Hi community,

To follow up on the previous mail, I'd like to give you a more detailed
update on how we're addressing the histogram data handling issue in the
*chart2* module, which Tomaž and Regina pointed out.

   - The core problem lies in how *histograms* handle *X-axis* values. The
   existing *chart2* architecture *assumes a direct mapping between source
   data and chart X-axis values*.
   - However, histograms calculate X-axis values (bin-width) based on the
   input data, leading to a situation where these calculated values overwrite
   the original X-values and create issues in many places in the code.
   - We can get the render of the chart while creating it but when we tried
   to save(for example) the original values were gone by this time hence the
   problem.


Tomaž also said that he would like to introduce a variable
*XValuesCalculated* which will resolve most of the problem.

Further Analysis -

   -     *Original X-Values:* The original X-values are correctly stored in
   XLabeledDataSequence.
   -     *Histogram Calculations:* The histogram calculations occur within
   the *HistogramDataInterpreter* and then the calculated values overwrite
   the XLabeledDataSequence x values.
   -     *Need for Separation:* We need to store and display the
   histogram-calculated X-values while preserving the original data as many
   parts of the code depend on original values.
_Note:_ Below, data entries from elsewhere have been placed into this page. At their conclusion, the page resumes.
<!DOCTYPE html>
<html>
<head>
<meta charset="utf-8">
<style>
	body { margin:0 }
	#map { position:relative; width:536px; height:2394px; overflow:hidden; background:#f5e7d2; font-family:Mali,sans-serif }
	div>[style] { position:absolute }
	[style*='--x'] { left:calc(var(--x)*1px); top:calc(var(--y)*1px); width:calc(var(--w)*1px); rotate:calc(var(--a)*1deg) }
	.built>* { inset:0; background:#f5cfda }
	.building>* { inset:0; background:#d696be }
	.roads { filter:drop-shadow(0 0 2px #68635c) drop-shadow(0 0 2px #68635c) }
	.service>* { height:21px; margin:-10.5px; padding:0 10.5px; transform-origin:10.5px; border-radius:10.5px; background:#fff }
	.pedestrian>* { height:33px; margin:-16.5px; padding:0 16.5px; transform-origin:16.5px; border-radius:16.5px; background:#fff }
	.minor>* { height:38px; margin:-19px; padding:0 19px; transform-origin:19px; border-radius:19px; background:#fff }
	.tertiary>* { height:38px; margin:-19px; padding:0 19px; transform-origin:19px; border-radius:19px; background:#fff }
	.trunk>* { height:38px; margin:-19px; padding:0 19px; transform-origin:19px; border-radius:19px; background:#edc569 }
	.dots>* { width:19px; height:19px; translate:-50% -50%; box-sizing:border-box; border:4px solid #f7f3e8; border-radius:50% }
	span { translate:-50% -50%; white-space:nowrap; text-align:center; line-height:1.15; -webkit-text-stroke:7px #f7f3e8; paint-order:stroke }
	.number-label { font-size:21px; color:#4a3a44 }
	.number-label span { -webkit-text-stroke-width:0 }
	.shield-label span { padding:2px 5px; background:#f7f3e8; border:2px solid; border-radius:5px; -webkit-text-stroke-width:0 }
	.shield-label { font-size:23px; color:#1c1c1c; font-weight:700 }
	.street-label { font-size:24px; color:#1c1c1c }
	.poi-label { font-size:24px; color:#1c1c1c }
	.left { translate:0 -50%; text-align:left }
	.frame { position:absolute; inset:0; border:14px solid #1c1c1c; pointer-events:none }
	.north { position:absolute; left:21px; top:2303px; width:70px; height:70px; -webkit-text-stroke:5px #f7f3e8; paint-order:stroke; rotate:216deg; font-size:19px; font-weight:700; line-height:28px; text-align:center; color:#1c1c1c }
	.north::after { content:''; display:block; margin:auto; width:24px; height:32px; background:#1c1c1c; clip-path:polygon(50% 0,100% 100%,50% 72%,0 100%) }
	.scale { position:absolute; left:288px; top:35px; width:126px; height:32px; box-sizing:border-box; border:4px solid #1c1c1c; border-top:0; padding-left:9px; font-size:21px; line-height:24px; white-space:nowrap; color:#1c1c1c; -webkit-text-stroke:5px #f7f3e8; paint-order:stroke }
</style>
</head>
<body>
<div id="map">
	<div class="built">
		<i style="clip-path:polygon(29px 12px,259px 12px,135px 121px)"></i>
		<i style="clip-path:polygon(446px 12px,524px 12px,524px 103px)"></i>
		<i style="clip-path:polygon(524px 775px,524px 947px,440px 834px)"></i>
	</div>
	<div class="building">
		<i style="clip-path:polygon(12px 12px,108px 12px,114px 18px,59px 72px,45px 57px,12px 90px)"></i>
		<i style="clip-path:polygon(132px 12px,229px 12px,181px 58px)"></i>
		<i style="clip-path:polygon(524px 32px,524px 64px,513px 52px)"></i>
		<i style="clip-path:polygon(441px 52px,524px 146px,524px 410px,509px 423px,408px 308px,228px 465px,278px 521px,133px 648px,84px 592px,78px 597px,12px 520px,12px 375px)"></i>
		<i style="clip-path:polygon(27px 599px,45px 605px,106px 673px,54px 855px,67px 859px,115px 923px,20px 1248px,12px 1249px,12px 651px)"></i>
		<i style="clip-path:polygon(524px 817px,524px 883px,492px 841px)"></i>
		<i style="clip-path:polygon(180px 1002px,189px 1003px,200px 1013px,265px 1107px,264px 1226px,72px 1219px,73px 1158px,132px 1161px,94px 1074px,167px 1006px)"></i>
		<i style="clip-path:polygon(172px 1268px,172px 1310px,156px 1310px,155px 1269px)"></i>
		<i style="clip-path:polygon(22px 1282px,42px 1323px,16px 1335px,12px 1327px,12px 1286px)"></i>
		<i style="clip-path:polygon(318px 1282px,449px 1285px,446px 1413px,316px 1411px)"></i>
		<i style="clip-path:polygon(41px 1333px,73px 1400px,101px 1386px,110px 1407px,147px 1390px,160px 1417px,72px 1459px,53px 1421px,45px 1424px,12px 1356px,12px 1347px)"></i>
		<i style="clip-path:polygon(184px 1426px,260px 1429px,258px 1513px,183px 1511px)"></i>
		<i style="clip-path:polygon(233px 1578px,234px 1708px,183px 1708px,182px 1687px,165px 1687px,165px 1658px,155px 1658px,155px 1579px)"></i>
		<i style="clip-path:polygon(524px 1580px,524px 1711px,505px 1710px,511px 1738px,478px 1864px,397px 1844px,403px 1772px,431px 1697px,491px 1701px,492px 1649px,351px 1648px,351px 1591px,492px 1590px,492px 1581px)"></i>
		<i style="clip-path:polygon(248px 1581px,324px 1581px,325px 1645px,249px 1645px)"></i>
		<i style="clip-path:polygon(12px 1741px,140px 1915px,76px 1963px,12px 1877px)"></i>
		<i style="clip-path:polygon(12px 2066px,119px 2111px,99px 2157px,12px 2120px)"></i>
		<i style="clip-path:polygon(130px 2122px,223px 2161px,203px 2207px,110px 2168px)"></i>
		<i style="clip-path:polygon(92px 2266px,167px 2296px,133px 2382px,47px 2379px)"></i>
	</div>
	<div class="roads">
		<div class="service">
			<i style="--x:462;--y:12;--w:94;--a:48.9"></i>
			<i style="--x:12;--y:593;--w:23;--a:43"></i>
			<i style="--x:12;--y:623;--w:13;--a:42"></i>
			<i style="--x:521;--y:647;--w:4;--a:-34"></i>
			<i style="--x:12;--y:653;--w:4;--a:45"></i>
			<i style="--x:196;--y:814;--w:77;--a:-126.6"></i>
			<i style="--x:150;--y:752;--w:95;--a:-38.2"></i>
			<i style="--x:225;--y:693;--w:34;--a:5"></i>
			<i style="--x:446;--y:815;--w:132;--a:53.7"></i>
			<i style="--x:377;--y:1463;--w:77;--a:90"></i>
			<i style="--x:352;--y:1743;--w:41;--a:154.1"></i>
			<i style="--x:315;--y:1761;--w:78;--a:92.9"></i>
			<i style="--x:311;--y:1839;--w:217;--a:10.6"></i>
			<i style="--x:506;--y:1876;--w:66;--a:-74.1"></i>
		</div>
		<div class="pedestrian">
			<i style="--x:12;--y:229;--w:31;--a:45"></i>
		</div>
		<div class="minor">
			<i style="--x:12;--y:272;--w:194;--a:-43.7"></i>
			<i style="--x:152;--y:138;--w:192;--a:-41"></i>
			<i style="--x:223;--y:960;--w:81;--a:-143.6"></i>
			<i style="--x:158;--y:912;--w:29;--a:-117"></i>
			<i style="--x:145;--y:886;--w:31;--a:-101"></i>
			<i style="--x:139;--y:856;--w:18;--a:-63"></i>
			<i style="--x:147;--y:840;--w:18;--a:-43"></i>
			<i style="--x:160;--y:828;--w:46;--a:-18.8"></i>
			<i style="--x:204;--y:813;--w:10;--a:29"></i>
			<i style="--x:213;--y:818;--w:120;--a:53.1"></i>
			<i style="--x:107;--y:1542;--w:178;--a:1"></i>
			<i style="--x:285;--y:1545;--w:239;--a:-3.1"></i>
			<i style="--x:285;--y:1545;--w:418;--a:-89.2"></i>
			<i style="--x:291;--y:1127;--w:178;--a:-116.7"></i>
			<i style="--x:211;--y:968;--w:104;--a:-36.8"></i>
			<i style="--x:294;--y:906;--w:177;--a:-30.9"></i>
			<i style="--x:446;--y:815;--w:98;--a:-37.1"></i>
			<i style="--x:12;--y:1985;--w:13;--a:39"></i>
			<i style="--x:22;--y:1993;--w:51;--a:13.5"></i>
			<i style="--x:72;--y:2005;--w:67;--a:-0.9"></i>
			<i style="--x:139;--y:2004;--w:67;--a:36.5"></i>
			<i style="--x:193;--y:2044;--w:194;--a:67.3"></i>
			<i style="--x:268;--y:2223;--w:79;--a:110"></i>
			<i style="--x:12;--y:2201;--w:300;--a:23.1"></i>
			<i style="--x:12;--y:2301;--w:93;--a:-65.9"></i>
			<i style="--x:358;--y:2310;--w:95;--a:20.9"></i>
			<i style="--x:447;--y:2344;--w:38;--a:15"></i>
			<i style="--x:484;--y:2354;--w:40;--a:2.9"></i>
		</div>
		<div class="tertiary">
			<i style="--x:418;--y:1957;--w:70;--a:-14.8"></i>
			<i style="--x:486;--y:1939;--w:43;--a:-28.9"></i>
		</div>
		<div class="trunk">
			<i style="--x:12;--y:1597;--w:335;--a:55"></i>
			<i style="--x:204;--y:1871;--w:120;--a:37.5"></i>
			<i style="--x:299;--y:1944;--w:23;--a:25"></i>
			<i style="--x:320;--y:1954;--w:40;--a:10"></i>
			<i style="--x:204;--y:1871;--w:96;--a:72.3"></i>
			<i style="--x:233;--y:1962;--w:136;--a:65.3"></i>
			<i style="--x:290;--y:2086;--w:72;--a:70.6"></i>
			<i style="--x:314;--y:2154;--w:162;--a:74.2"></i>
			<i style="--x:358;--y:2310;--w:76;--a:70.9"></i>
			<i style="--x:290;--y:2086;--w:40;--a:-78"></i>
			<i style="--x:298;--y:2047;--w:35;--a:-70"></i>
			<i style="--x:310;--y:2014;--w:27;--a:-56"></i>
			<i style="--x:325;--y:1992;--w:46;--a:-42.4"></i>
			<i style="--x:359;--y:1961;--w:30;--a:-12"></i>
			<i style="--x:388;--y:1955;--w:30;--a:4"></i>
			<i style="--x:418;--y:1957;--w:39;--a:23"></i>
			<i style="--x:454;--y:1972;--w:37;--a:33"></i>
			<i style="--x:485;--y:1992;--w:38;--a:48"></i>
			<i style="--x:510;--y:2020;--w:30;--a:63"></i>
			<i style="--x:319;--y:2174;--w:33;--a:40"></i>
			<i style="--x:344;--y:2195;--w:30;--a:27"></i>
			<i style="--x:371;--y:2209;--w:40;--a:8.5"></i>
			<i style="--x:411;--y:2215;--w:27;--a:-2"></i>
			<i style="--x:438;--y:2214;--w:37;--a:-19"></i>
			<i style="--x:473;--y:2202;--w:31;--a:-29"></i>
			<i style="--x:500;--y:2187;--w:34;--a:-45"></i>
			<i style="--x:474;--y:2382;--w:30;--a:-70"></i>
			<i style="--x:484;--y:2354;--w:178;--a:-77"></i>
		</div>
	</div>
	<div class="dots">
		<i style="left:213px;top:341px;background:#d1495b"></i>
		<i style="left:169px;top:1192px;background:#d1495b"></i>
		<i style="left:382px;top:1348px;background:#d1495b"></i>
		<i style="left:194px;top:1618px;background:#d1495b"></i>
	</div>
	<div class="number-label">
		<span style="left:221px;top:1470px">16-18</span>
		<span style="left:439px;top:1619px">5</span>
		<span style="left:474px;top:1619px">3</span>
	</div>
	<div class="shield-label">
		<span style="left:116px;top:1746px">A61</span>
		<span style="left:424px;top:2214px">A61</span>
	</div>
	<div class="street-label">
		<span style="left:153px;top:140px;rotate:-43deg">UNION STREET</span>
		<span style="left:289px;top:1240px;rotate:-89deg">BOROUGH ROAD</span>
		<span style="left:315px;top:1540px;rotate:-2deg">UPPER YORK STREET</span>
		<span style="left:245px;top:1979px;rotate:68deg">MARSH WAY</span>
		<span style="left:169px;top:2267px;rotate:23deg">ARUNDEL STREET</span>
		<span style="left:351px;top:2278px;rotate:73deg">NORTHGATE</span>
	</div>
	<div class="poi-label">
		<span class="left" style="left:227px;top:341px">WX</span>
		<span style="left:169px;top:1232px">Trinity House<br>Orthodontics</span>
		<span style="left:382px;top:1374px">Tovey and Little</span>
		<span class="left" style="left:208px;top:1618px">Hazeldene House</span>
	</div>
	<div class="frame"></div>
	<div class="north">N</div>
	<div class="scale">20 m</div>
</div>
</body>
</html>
Analysis of *HistogramChartType.cxx*

*Purpose:* This file defines the HistogramChartType class, that is
responsible for setting up a histogram chart type. It manages properties
specific to histograms,
like bin width and range. It also implements the logic to create the
data-series and do the calculations.

*createCalculatedDataSeries()* Method:

   - This method retrieves the raw data through the *XLabeledDataSequence*
   from *m_aDataSeries*. This is where the logic modifies the source data
   (the sequence returned from getValues()).
   - It then uses *HistogramCalculator* to perform calculations and
   generate the data.
   - Finally, it creates a new *HistogramDataSequence* to store calculated
   values and then adds that to m_aDataSeries.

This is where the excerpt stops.